Een in Nederland gevestigde ondernemer kan de Nederlandse kleineondernemersregeling overigens blijven toepassen indien de Unie-omzetdrempel wordt overschreden, zolang de Nederlandse omzetdrempel van € 20.000 niet wordt overschreden.
Artikel 25b
Het voorgestelde artikel 25b Wet OB 1968 regelt een aantal administratieve ontheffingen voor ondernemers die gebruikmaken van de kleineondernemersregeling. Deze worden hierna toegelicht.
Eerste lid
Het eerste lid van het voorgestelde artikel 25b Wet OB 1968 bevat een codificatie van een administratieve vereenvoudiging voor bepaalde in Nederland gevestigde ondernemers die uitsluitend in Nederland gebruikmaken van de kleineondernemersregeling. De regeling is bedoeld voor ondernemers met een bepaalde maximale jaaromzet in Nederland. Deze zogeheten registratiedrempel wordt bij ministeriële regeling vastgesteld, per 1 januari 2025, op € 2.200. Onder de voorwaarde dat deze ondernemers zich nog niet voor de omzetbelasting hebben gemeld bij de inspecteur of bij de Kamer van Koophandel (en ook niet verplicht zijn om zich bij de Kamer van Koophandel te melden), een jaaromzet in Nederland hebben van maximaal de bij de ministeriële regeling vastgestelde registratiedrempel en zij de kleineondernemersregeling niet toepassen in een andere lidstaat, kunnen zij gebruikmaken van de kleineondernemersregeling zonder zich daarvoor aan te melden bij de inspecteur. De ondernemer wordt dan ook niet geïdentificeerd met een btw-identificatienummer. Als deze ondernemer na verloop van tijd de kleineondernemersregeling niet meer wil toepassen, dan hoeft diegene zich daarvoor niet af te melden. De ondernemer zal zich dan wel voor de omzetbelasting moeten melden bij de inspecteur. Het zevende lid van artikel 25a Wet OB 1968 is niet op deze ondernemer van toepassing en hij kan zich op elk moment alsnog melden bij de inspecteur voor de uitreiking van een aangifte. Ondernemers die al voor de omzetbelasting zijn of moeten worden geregistreerd, bijvoorbeeld omdat zij zich melden bij de inspecteur vanwege de toepassing van de kleineondernemersregeling in een andere lidstaat, een recht op aftrek of teruggaaf van btw, komen niet in aanmerking voor deze regeling. Ingeval de jaaromzet in Nederland het bedrag van de registratiedrempel overschrijdt, moet een ondernemer zich melden bij de inspecteur. De ondernemer kan zich dan met inachtneming van de daarvoor geldende termijnen die zijn genoemd in artikel 25a, vijfde lid, Wet OB 1968, desgewenst melden voor toepassing van de kleineondernemersregeling, zolang de jaaromzet in Nederland niet meer dan € 20.000 bedraagt.

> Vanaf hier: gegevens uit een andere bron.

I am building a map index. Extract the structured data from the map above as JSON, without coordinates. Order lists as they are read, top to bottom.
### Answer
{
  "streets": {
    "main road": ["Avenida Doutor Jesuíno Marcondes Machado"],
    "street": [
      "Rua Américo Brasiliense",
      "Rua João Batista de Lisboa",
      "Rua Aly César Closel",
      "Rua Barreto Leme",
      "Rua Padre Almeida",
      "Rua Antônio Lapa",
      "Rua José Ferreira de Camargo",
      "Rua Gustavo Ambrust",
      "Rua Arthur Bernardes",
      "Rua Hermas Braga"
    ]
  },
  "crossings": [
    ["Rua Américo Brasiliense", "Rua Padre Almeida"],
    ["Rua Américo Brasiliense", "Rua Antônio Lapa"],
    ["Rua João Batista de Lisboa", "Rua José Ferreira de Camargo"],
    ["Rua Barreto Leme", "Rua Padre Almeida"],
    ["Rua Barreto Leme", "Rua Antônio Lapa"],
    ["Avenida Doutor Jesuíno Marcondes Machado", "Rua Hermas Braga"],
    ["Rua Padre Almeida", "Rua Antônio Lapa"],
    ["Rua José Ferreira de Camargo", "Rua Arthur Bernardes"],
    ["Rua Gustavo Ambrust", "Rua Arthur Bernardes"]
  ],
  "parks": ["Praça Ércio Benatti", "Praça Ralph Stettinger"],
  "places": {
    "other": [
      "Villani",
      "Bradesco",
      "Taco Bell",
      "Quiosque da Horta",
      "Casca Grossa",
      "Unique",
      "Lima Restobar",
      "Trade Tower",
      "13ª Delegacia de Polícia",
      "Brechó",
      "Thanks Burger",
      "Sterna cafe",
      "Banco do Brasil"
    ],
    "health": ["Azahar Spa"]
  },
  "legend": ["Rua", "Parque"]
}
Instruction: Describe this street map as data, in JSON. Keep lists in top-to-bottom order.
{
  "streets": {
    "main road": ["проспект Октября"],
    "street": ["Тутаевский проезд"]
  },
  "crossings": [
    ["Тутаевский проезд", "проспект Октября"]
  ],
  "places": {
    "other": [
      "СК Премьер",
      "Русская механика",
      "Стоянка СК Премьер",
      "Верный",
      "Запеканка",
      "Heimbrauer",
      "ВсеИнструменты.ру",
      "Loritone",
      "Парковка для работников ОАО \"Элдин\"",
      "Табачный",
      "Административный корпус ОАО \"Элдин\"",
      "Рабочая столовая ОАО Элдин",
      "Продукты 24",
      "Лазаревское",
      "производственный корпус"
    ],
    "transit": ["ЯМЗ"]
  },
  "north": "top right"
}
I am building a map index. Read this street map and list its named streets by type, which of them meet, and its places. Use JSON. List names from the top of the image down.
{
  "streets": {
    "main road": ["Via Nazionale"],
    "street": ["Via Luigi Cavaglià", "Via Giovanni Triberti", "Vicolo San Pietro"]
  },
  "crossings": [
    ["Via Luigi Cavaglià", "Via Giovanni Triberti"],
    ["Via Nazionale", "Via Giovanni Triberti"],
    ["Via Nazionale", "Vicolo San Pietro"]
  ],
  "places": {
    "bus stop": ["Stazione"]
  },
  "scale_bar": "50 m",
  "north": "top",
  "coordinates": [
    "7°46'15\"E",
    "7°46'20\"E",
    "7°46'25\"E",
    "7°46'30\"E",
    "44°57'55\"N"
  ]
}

Ingeval een forfait wordt toegepast om de belastingschuld te berekenen, zoals bij particuliere zonnepaneelhouders, moet de omzet teruggerekend vanuit het forfait worden meegeteld bij het bepalen van de jaaromzet in Nederland. Te weten 100/21 x forfait als het algemene tarief van toepassing is op de onderliggende prestatie of 100/9 x forfait als het verlaagde tarief daarop van toepassing is.
Tweede lid
Het tweede lid van het voorgestelde artikel 25b Wet OB 1968 bewerkstelligt dat de ondernemers die de vrijstelling toepassen, bedoeld in artikel 25a, eerste lid, Wet OB 1968, zijn ontheven van de administratieve verplichtingen geregeld in artikel 34, 34c tot en met 35b en 37a van die wet. Het gaat hier om ondernemers die in Nederland de kleineondernemersregeling toepassen. De verplichtingen genoemd in de artikelen 34, 34c tot en met 35b en 37a Wet OB 1968 hebben betrekking op het uitreiken van facturen, de indiening van een listing voor de intracommunautaire leveringen van goederen en andere administratieve verplichtingen. Wel blijft een ondernemer verplicht om kopieën van de door hem dan wel, in zijn naam en voor zijn rekening, door zijn afnemer of door een derde uitgereikte facturen en alle door hem zelf ontvangen facturen in zijn administratie te bewaren (artikel 35c Wet OB 1968). Op grond van de bewaarde facturen kan ook de eventuele herziening worden berekend, indien de ondernemer op enig moment niet meer de kleineondernemersregeling toepast.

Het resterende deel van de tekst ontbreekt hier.